As an engineer with a questioning attitude, David simply could not believe that he was being told the truth. He spoke to operators and managers with first-hand knowledge of the plant’s actual conditions and determined that there was nothing wrong that could not be fixed with a bit of money and elbow grease. The total investment required would almost certainly amount to far fewer resources per unit of power output than those necessary to build new wind turbines or continue to operate high pollution coal plants needing significant modifications to meet Clean Air Act standards.
David has received personal phone calls of encouragement from old friends who are still leaders within the electrical power industry, but those friends are reluctant to support his efforts in public. After all, there is an unwritten rule within the boardroom circuit – you do not question the already “settled” financial decisions of companies that provide a significant portion of your sales volume.

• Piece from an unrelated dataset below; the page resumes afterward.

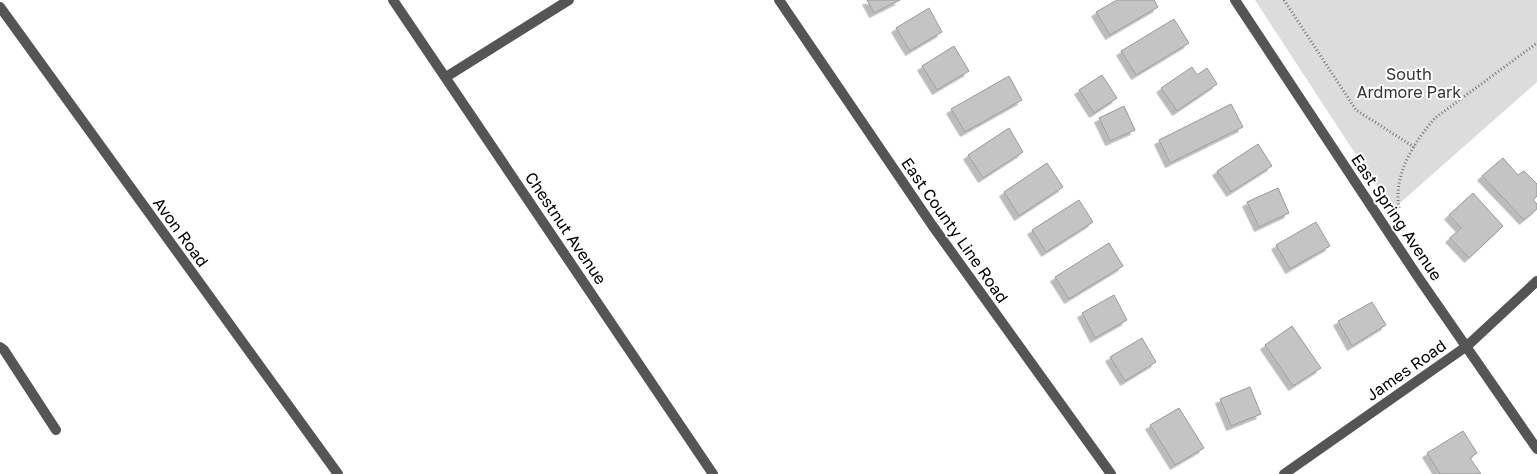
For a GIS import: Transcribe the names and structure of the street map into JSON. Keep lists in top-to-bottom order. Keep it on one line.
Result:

After my conversation with David, which admittedly rambled a bit from topic to topic, I promised him that I would try to tell his story. I also promised to find out as many answers as I could to the questions that have bothered him for so many years. Why does Exelon refuse to revisit its decision to close Zion in the light of a different market, a different understanding of the environmental impact of burning fossil fuel and a different political situation? Why won’t Exelon offer the plant for sale if it considers restoring it too much of a deviation from its current capital investment strategy? Why shouldn’t the customers who paid for the facility have a say in its future?
I have one more question that David has not really asked – why are American businessmen so focused on short-term money making instead of long term strength building? I saw a quote at the bottom of an article about the Chinese wind industry that I want to share. I hope it makes some people think about the importance of focusing on the long term good when you are in a position of responsibility.
Meanwhile, the Chinese government is intent on turning its wind energy industry into the global leader, helping manufacturers coordinate export strategies and providing various sorts of technical assistance.
Mr. Li, the overseer of the Chinese renewable energy industry, publicly exhorted the leaders of the nation’s biggest wind turbine makers at the China
Wind Power conference, a three-day event that drew hundreds of executives from around the world.
“You cannot be called a winner if you are the leader for three or five years,” Mr. Li told the Chinese executives. “You can only stand on the top line if you are the leader for 100 or 200 years.”
The Chinese presidents sat quietly and respectfully, chins down. Senior executives from the foreign manufacturers — including Vestas, G.E. and Gamesa — sat alongside them, staring straight ahead in stony silence.
Why is it that American business and political leaders think that taking action now that will provide almost certain benefits in 10-20 years is too hard? It is a darn good thing that the parents of future doctors, concert pianists, Olympic athletes, and research engineers who are in elementary school today do not take such a short term view of the world.